娘は、高校生のときに心房中隔欠損症と診断されましたが、本人の自覚症状がないため、そのまま38歳まで病院に行くことはありませんでした。出産時には産婦人科の医師に話はしていたそうです。

先日、動悸、息切れなどの症状が出ないうちに手術をしたほうがよいと診断されました。
1)手術後の副作用、諸症状についてどのようなものが出るのか。
2)不整脈が出る恐れはあるのか。
3)日常の生活に戻れるか。

回答

心房中隔欠損は先天性の心疾患の中で最も症状の出るのが遅い病気です。したがって、かつてはその診断がついても手術を受ける決心がつかずにそのまま成人に達しておられる方も少なくありません。今日では学校健診で見つかった場合、多くは成人に達するまでに手術を受けるように勧められていますが、成人になって就職あるいは結婚に際して手術を受けられるというのも少なくありません。

部分肺動脈還流異常も合併しておられるということですが、これは多くは一部分ですので心房中隔欠損とあまり変わりません。簡単にこの病気のことを申し上げますと、ある程度以上の心房中隔欠損がありますと肺から心臓へ戻ってきた血液が、左心房から右心房へ大量に流れ込み、これが肺へまた出ていくということになって、血液が肺を空回りすることになるのです。肺の血圧がそれだけでも若干上昇するのですが、それに抵抗して肺の血管にも変化が出て、肺高血圧症という症状になることがあります。実際にはこのように肺高血圧症にならない前に手術することが望ましいのですが、肺高血圧になってしまいますと手術をしても後でそれが普通の血圧に戻らなかったり、極端な場合にはそのために手術が出来ないような状態にあっている場合もあります。動悸、息切れ等の症状はそういった場合には出てくるわけで、したがって当然のことながらそういった症状が出ないうちに手術をしなければならない訳です。

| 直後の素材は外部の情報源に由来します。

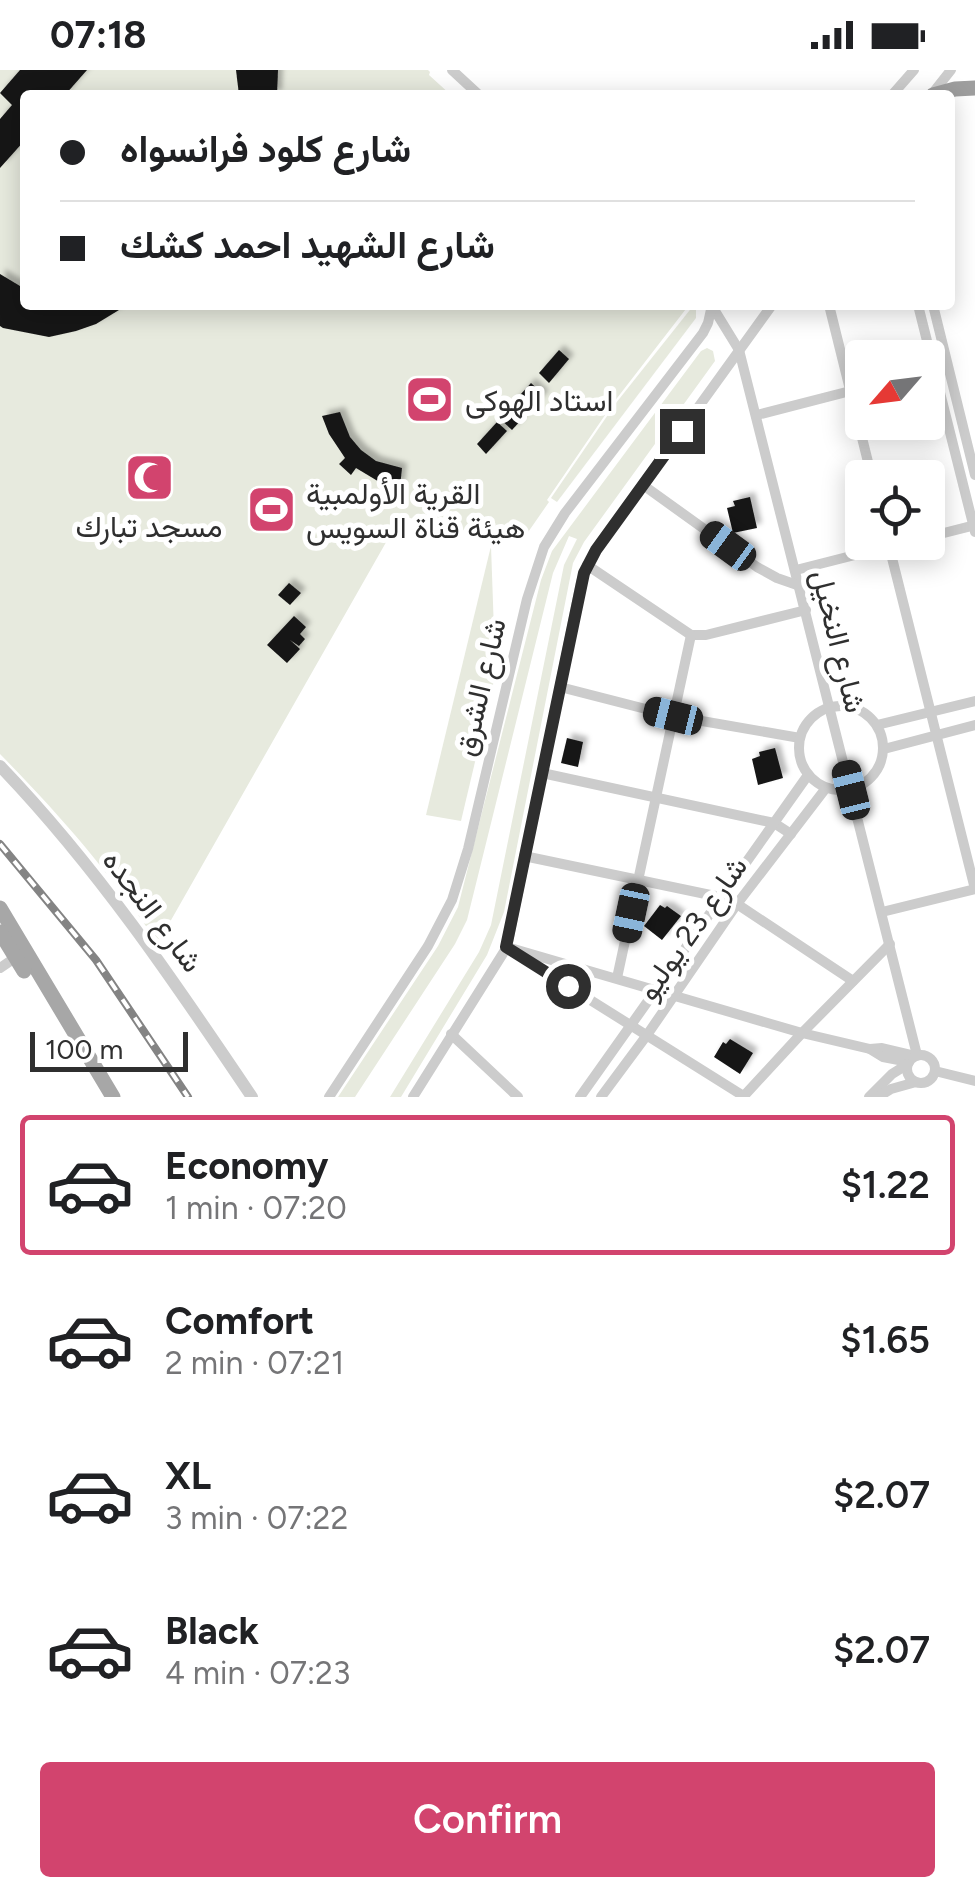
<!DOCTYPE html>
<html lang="en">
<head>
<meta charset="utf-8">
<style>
	body { margin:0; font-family:Figtree,Vazirmatn,sans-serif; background:#f6f6f6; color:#202124; height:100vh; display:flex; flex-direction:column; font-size:38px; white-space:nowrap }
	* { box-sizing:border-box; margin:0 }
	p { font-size:32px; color:#757577 }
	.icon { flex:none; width:55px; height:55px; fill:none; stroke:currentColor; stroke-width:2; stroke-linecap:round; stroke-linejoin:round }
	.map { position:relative; height:1027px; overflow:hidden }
	.sheet { display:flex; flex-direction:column; background:#fff; flex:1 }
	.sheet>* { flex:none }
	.guide { position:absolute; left:20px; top:20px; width:935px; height:220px; border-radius:10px; box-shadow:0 5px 25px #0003; display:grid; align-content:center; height:220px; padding:0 40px; background:#fff }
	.needle { width:65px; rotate:242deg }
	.tools { position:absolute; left:845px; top:270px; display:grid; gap:20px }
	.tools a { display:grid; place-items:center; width:100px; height:100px; border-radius:10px; background:#fff; box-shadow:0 5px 25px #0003; font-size:50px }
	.scale { position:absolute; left:30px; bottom:25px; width:158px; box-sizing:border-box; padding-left:10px; border:5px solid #2f2f2f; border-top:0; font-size:28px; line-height:35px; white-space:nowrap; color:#2f2f2f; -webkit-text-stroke:8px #fff; paint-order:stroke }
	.end { position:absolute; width:45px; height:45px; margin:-22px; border:12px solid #2f2f2f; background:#fff; box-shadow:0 0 0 5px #fff }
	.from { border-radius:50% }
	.car { position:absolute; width:30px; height:60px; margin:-30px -15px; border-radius:12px; box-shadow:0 0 8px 2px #0007; background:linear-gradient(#222 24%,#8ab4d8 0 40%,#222 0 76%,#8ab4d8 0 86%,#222 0) }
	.guide b { display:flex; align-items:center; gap:35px; height:95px; font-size:38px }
	.guide b+b { border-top:2px solid #e0e0e0 }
	.guide i { width:25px; height:25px; background:#202124 }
	ul { padding:18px 0 0; list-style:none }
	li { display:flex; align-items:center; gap:30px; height:140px; margin:0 20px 15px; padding:0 20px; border:5px solid transparent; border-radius:10px }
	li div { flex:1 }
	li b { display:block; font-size:38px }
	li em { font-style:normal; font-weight:600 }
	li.on { border-color:#d2446e }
	li>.icon { width:90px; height:90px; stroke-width:1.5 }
	.action { display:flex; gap:20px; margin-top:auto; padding:20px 40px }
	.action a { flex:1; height:115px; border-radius:10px; background:#d2446e; color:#fff; font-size:40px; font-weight:600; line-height:115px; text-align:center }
	.status { display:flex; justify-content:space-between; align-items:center; height:70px; padding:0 50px; background:#fff; direction:ltr }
	.status svg { height:28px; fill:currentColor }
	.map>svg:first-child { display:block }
	.green { fill:#e7eade }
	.building { fill:#161616; filter:url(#shadow) }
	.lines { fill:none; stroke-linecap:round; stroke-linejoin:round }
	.minor { stroke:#ccc; stroke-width:10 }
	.tertiary { stroke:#ccc; stroke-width:12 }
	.primary { stroke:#a7a7a7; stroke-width:15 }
	.trunk { stroke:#9e9e9e; stroke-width:15 }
	.rail-casing { stroke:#848484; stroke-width:8 }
	.rail { stroke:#fff; stroke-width:4; stroke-dasharray:11; stroke-linecap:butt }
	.route { stroke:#2f2f2f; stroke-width:12 }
	.labels { text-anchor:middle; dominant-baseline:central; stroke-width:10; stroke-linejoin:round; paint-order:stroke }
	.poi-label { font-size:30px; fill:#2f2f2f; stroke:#fff; text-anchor:start }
	.street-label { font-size:30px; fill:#2f2f2f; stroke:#fff }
</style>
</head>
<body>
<div class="status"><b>07:18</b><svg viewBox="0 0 49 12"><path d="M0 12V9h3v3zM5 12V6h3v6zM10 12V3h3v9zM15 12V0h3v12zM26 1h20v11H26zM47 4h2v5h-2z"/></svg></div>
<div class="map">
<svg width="975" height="1027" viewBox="0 0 975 1027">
	<defs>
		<filter id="shadow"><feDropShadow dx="5" dy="-5" stdDeviation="2.5" flood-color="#0004"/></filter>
	</defs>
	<rect width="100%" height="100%" fill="#fff"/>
	<!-- green -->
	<g class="green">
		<path d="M0,0H428L430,2L429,5L451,25H25V235H689L614,332L547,430L549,432L524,468L516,469L515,471L505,470V466L499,465L498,468L401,446L158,873C109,802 61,746 0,684Z"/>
		<path d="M693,236L696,239V248L557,432L551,428L616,333Z"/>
		<path d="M707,278L713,281L715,291L584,472L573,493L504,842L487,885L401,1027H390L479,882L491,855L564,495L577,469L569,466L553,503L467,850L455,874L355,1027H338L438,876L458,837L541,510L552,481L701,281Z"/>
		<path d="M491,476L495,590L493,616L461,751L426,745Z"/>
	</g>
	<!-- building -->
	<g class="building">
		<path d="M20,0H87L65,25H25V70L0,98V49L12,35L0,23Z"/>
		<path d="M236,0H278L277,25H239Z"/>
		<path d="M0,204L25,219V235H116L119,240L96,254L76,261L49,267L3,258L0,256Z"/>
		<path d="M559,280L569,289L549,313L539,303Z"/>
		<path d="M531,313L544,325L512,360L499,348Z"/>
		<path d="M340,342L350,367L361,380L376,391L402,398L400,417L381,413L356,398L351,405L339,394L345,388L329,364L322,346Z"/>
		<path d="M497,352L507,361L486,384L477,374Z"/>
		<path d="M151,390L159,394L156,399L163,403L161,408L166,410L162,418L157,416L155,421L134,411L136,406L131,403L135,395L140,397L142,393L148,396Z"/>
		<path d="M750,427L757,458L733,463L727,438L735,436L733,431Z"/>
		<path d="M289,513L301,523L290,535L278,525Z"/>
		<path d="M294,546L306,557L300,564L305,569L299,576L290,570L300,579L287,593L267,575Z"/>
		<path d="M567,668L583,672L578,697L561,693Z"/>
		<path d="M775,678L783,708L758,715L752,689L760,686L759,682Z"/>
		<path d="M660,835L665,838L667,836L681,846L662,870L644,856Z"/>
		<path d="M730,969L753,983L740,1004L714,987L723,972L726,974Z"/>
	</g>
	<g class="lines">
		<!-- minor -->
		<g class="minor">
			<path d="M452,0L479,25"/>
			<path d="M932,24L951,0"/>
			<path d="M892,25L914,0"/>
			<path d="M829,235L872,408"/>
			<path d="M918,235L975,462"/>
			<path d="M933,235L975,405"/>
			<path d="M712,236L739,280L917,985"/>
			<path d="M757,345L862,318"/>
			<path d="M643,415L757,497L777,508L800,516"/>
			<path d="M928,467L975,455"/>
			<path d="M888,472L975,819"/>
			<path d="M587,495L691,565H706L806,540"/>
			<path d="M796,500L906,472"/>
			<path d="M560,617L673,646L800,668"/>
			<circle cx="841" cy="678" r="42"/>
			<path d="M877,655L975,631"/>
			<path d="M884,679L975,655"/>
			<path d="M542,703L774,753L791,764"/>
			<path d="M524,786L720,827L737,834L853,911"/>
			<path d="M882,842L975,819"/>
			<path d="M507,877L802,963L870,979L882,978L916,986"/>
			<path d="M517,884L745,1027"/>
			<path d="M0,898L19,885"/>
			<path d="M617,908L691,565"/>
			<path d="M451,964L518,1027"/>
			<path d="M870,979L883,987L909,992"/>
			<circle cx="921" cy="999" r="14"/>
			<path d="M935,1001L975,1011"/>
			<path d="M329,1027L428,876L452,830L468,779L527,529L544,477L565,443L703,263L708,253L712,235"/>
			<path d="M413,1027L507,877L581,512L596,479L772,235"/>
			<path d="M580,1027L808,705"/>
			<path d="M601,1027L647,965L737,834L826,718"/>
			<path d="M743,1027L802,963L890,874"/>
			<path d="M869,1027L892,1004L908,994"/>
			<path d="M878,1027L891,1019L916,1012"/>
		</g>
		<!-- tertiary -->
		<path class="tertiary" d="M0,696C97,797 174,911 252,1027"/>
		<!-- primary -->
		<g class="primary">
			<path d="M0,838L113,1027"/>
			<path d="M0,862L24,901"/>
		</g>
		<!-- trunk -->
		<path class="trunk" d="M933,25L955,19L975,18"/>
		<defs>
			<path id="rail" d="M0,774L96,890L188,1027"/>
		</defs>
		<!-- rail casing -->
		<use href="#rail" class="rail-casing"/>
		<!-- rail -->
		<use href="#rail" class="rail"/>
	</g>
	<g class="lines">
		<!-- route -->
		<path class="route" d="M568,916L506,877L584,503L596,480L682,361"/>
	</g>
	<!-- icons -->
	<defs>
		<symbol id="stadium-square" viewBox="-11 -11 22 22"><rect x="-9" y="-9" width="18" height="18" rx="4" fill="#d2446e" stroke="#fff"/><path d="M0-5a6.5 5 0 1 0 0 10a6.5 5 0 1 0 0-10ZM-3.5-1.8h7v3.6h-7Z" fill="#fff"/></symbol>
		<symbol id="mosque-square" viewBox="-11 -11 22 22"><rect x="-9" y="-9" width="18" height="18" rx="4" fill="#d2446e" stroke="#fff"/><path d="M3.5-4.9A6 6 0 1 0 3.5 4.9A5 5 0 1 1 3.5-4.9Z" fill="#fff"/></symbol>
	</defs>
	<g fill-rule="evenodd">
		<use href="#stadium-square" x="402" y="302" width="55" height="55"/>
		<use href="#mosque-square" x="122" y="380" width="55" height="55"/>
		<use href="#stadium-square" x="244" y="412" width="55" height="55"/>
	</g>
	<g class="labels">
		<!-- poi labels -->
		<g class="poi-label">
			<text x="465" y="330">استاد الهوكى</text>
			<text x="306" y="423">القرية الأولمبية<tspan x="306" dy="34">هيئة قناة السويس</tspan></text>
			<text x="149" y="456" text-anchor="middle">مسجد تبارك</text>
		</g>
		<!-- street labels -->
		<g class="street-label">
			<text transform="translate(839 571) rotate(76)">شارع النخيل</text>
			<text transform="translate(480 617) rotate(-77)">شارع الشرق</text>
			<text transform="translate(153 841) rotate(53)">شارع النجده</text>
			<text transform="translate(692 858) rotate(-55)">شارع 23 يوليو</text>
		</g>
	</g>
</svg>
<div class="tools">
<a><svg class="needle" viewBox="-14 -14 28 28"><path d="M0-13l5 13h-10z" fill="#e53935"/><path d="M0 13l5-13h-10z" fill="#757577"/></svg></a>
<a><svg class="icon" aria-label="locate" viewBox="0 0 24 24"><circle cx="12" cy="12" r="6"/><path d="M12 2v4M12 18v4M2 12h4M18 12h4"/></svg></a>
</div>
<div class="scale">100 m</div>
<i class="end from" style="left:568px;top:916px"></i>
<i class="end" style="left:682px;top:361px"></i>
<i class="car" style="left:728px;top:476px;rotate:306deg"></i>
<i class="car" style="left:673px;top:646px;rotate:284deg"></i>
<i class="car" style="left:851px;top:720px;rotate:346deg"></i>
<i class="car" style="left:631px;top:843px;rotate:192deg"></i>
<div class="guide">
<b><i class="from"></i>شارع كلود فرانسواه</b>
<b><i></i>شارع الشهيد احمد كشك</b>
</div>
</div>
<section class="sheet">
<ul>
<li class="on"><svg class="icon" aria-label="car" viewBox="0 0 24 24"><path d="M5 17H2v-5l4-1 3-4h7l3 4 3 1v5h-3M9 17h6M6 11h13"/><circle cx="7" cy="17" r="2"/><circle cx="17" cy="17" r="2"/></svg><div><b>Economy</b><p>1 min · 07:20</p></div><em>$1.22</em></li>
<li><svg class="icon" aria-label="car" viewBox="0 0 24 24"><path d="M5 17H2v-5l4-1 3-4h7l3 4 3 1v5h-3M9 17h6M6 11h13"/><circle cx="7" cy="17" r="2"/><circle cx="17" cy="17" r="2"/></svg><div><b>Comfort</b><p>2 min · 07:21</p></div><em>$1.65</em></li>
<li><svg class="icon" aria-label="car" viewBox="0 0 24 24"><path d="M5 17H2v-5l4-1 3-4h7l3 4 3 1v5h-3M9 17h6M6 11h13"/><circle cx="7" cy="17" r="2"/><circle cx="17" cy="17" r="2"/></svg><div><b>XL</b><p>3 min · 07:22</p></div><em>$2.07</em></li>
<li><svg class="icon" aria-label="car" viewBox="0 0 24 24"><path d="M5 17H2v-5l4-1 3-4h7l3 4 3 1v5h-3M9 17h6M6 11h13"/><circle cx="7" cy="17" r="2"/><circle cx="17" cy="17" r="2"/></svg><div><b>Black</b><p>4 min · 07:23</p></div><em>$2.07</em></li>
</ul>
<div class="action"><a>Confirm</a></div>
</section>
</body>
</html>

手術後の副作用は手術創が出来るということ以外にはあまりありませんが、上記のような症状が出てから、あるいは肺高血圧になってから手術したのでは、症状が良くならないということになります。また不整脈はたとえ手術を行っても手術をした年齢が遅いほど、後に不整脈を残すことが多く、したがってお尋ねの患者さんの場合は手術後にも不整脈が残存する可能性は大きいし、手術後に不整脈が発生してくる恐れもあります。手術しなければもちろん、不整脈は出てきますが、手術をしても手術の年齢が高齢ですので、術後に不整脈が出てくる可能性が大きいのです。

日常生活には肺高血圧症になっていない限り、十分戻れます。細かい検査データが解らなければこれ以上のことは申し上げかねます。部分肺静脈還流異常も同時に手術しなければなりませんが、これはそれほど大きな障害にならないと思います。